Или очаровательная Рикки Лэйк, работающая в той же стилистике:

«-- Джон, ты ведь сегодня приготовил для твоей мамы одну интересную новость?

— Да, Рикки!.. Мама, я с 14 лет проституирую, одеваясь в женскую одежду, и завтра иду на операцию по перемене пола.

— Почему, сынок? Я же люблю тебя!

— Потому что, мама, я всегда чувствовал себя женщиной, а все женщины, и ты в том числе, проститутки!»

Во весь экран — сначала страдающее лицо матери, затем — ее же увесистая оплеуха по густо нарумяненной щеке сына.

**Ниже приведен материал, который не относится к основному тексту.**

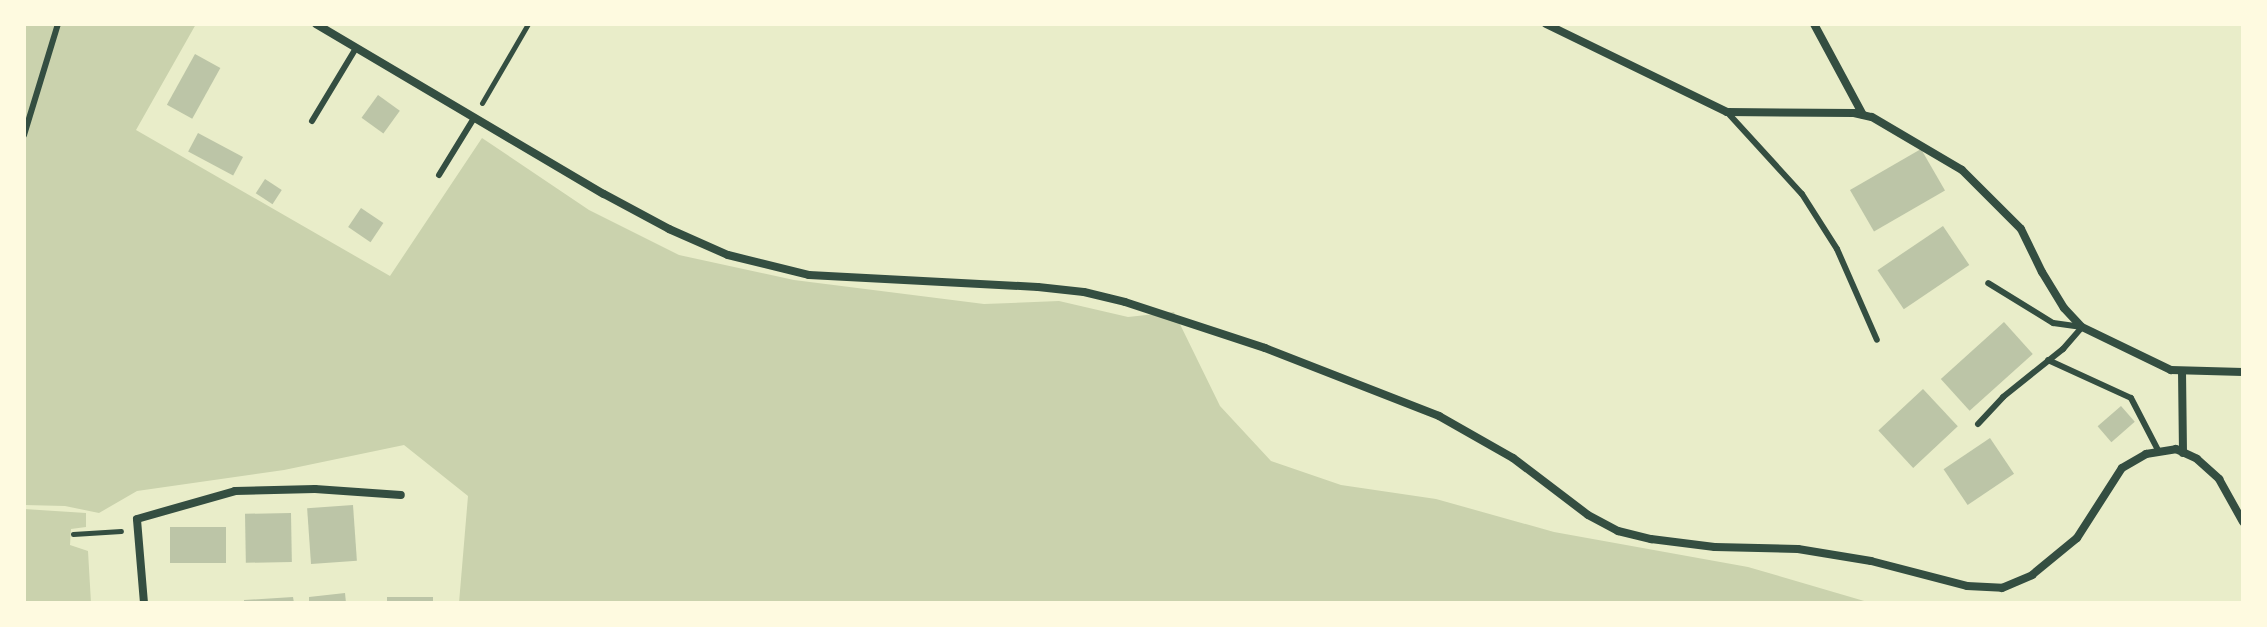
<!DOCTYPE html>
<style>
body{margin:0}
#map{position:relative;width:2267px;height:627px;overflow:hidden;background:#e9edc9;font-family:"Golos Text",sans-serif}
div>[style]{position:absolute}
.green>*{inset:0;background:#cad2ad}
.building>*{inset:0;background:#bcc5a7;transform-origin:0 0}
.path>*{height:5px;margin:-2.5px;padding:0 2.5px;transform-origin:2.5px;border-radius:2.5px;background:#344e41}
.service>*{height:6px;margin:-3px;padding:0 3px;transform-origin:3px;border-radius:3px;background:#344e41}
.minor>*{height:8px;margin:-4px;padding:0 4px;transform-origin:4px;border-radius:4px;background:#344e41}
span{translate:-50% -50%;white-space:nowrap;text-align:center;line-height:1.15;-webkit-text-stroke:6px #fefae0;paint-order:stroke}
.frame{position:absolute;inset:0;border:26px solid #fefae0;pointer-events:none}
</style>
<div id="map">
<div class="green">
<div style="clip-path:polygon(24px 24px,196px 24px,136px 130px,390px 276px,482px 138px,589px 210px,679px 255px,794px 280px,984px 304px,1059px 301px,1128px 317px,1174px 312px,1220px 406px,1271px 461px,1341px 485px,1436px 499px,1554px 532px,1748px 567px,1871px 603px,459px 603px,468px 496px,404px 445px,284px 470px,137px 491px,99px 513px,65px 506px,24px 505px)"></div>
<div style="clip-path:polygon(24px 509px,86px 513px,86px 527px,71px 529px,70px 545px,88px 551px,91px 603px,24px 603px)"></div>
</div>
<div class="building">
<div style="left:195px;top:54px;width:29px;height:58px;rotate:29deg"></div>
<div style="left:378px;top:95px;width:27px;height:28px;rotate:36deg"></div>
<div style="left:198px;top:133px;width:51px;height:21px;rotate:28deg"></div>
<div style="left:1921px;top:149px;width:48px;height:82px;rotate:60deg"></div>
<div style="left:265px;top:179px;width:20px;height:17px;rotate:33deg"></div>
<div style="left:361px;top:208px;width:27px;height:23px;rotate:34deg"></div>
<div style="left:1943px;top:226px;width:47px;height:79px;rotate:56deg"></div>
<div style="left:2004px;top:322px;width:43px;height:85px;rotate:48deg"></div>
<div style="left:1923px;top:389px;width:51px;height:61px;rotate:47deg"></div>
<div style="left:2121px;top:406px;width:21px;height:31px;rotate:49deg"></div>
<div style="left:1990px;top:438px;width:43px;height:56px;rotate:56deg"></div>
<div style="left:353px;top:505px;width:56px;height:46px;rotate:86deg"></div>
<div style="left:291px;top:513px;width:49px;height:46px;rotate:89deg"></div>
<div style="left:170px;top:527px;width:56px;height:36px"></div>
<div style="clip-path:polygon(345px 593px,346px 603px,309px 603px,309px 597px)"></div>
<div style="clip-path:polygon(293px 597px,294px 603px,244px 603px,244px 600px)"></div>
<div style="left:387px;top:597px;width:46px;height:6px"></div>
</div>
<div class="path">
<div style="left:482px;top:103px;width:91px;rotate:-59.8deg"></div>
<div style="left:73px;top:534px;width:48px;rotate:-3.6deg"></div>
</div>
<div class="service">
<div style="left:1727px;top:112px;width:111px;rotate:47.6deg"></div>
<div style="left:1802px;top:194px;width:65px;rotate:57.5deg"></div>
<div style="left:1837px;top:249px;width:99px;rotate:66.3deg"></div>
<div style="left:312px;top:121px;width:85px;rotate:-58.9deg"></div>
<div style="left:24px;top:135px;width:116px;rotate:-73deg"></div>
<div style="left:439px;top:175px;width:67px;rotate:-58.4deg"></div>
<div style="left:2048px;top:360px;width:91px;rotate:24.6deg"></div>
<div style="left:2131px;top:398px;width:61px;rotate:62.6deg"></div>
<div style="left:1978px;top:424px;width:37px;rotate:-47deg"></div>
<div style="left:2003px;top:397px;width:77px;rotate:-38.7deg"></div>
<div style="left:2063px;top:349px;width:29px;rotate:-49deg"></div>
<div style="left:2082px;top:327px;width:29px;rotate:-172deg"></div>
<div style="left:2053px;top:323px;width:76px;rotate:-148.4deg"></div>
</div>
<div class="minor">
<div style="left:316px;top:24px;width:334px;rotate:30.6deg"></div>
<div style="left:604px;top:194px;width:74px;rotate:28.3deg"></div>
<div style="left:669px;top:229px;width:64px;rotate:23.8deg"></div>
<div style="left:728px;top:255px;width:83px;rotate:13.9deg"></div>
<div style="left:809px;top:275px;width:229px;rotate:3deg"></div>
<div style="left:1038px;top:287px;width:46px;rotate:6.2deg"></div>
<div style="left:1084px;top:292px;width:42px;rotate:13.7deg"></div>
<div style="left:1125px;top:302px;width:147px;rotate:18.2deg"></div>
<div style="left:1265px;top:348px;width:187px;rotate:21.3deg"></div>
<div style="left:1439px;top:416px;width:85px;rotate:29.6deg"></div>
<div style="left:1513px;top:458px;width:94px;rotate:37.2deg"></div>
<div style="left:1588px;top:515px;width:34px;rotate:28deg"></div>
<div style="left:1618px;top:531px;width:34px;rotate:14deg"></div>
<div style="left:1651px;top:539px;width:64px;rotate:7.1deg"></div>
<div style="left:1715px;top:547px;width:83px;rotate:1.4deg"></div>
<div style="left:1798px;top:549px;width:74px;rotate:9.3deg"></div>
<div style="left:1871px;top:561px;width:99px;rotate:14.6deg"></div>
<div style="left:1967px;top:586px;width:35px;rotate:3deg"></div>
<div style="left:2002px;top:588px;width:33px;rotate:-23deg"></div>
<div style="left:2032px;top:575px;width:58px;rotate:-39.4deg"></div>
<div style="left:2077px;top:538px;width:83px;rotate:-57.3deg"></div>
<div style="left:2122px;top:468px;width:28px;rotate:-30deg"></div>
<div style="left:2146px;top:454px;width:30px;rotate:-9deg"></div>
<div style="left:2176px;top:449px;width:23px;rotate:25deg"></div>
<div style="left:2197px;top:459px;width:30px;rotate:42deg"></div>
<div style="left:2219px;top:479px;width:49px;rotate:60.8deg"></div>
<div style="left:1546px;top:24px;width:201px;rotate:25.9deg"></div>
<div style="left:1727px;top:112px;width:127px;rotate:0.5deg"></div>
<div style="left:1854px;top:113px;width:18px;rotate:13deg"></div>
<div style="left:1872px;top:117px;width:104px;rotate:30.5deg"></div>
<div style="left:1962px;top:170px;width:83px;rotate:45deg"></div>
<div style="left:2021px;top:229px;width:48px;rotate:64deg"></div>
<div style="left:2042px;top:272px;width:42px;rotate:58.6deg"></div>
<div style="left:2064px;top:308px;width:26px;rotate:47deg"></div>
<div style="left:2082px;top:327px;width:99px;rotate:25.8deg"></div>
<div style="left:2171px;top:370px;width:72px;rotate:1.6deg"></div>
<div style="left:1814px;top:24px;width:103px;rotate:61.7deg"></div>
<div style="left:2182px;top:371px;width:82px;rotate:89.3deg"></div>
<div style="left:144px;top:603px;width:84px;rotate:-94.8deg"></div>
<div style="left:137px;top:519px;width:102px;rotate:-15.9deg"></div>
<div style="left:235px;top:491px;width:80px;rotate:-1.4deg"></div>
<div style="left:315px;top:489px;width:86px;rotate:4deg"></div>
</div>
<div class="frame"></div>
</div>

Чем вам не бои гладиаторов? Заметьте: все — подлинное!

Впрочем, когда я впервые услышал словосочетание «духовная проституция», я все равно не понял, о чем, собственно, идет речь. Но — конечно, довольно скоро — выяснилось, что как раз такого рода промысел и имеется в виду: «продажа» (в данном случае — средствам массовой информации, но в принципе, разумеется, далеко не только им) услуг из интимной, так сказать, области собственного внутреннего мира. Слово «продажа» поставлено в кавычки, поскольку я не располагаю никакими сведениями о том, вознаграждается ли духовная проституция какими-либо денежными знаками, да я и не о денежных знаках. Я о том, что объектов духовной проституции — «клиентов», грамотно говоря — со всей очевидностью становится больше и больше. А вот можно ли попытаться как-то проследить причины перманентно возрастающего спроса на такого рода услуги?

Видимо, можно, если опять вернуться к античности, при том, что время от времени возвращаться к ней сегодня, в «эпоху новых гладиаторов», просто, что называется, сам бог велел.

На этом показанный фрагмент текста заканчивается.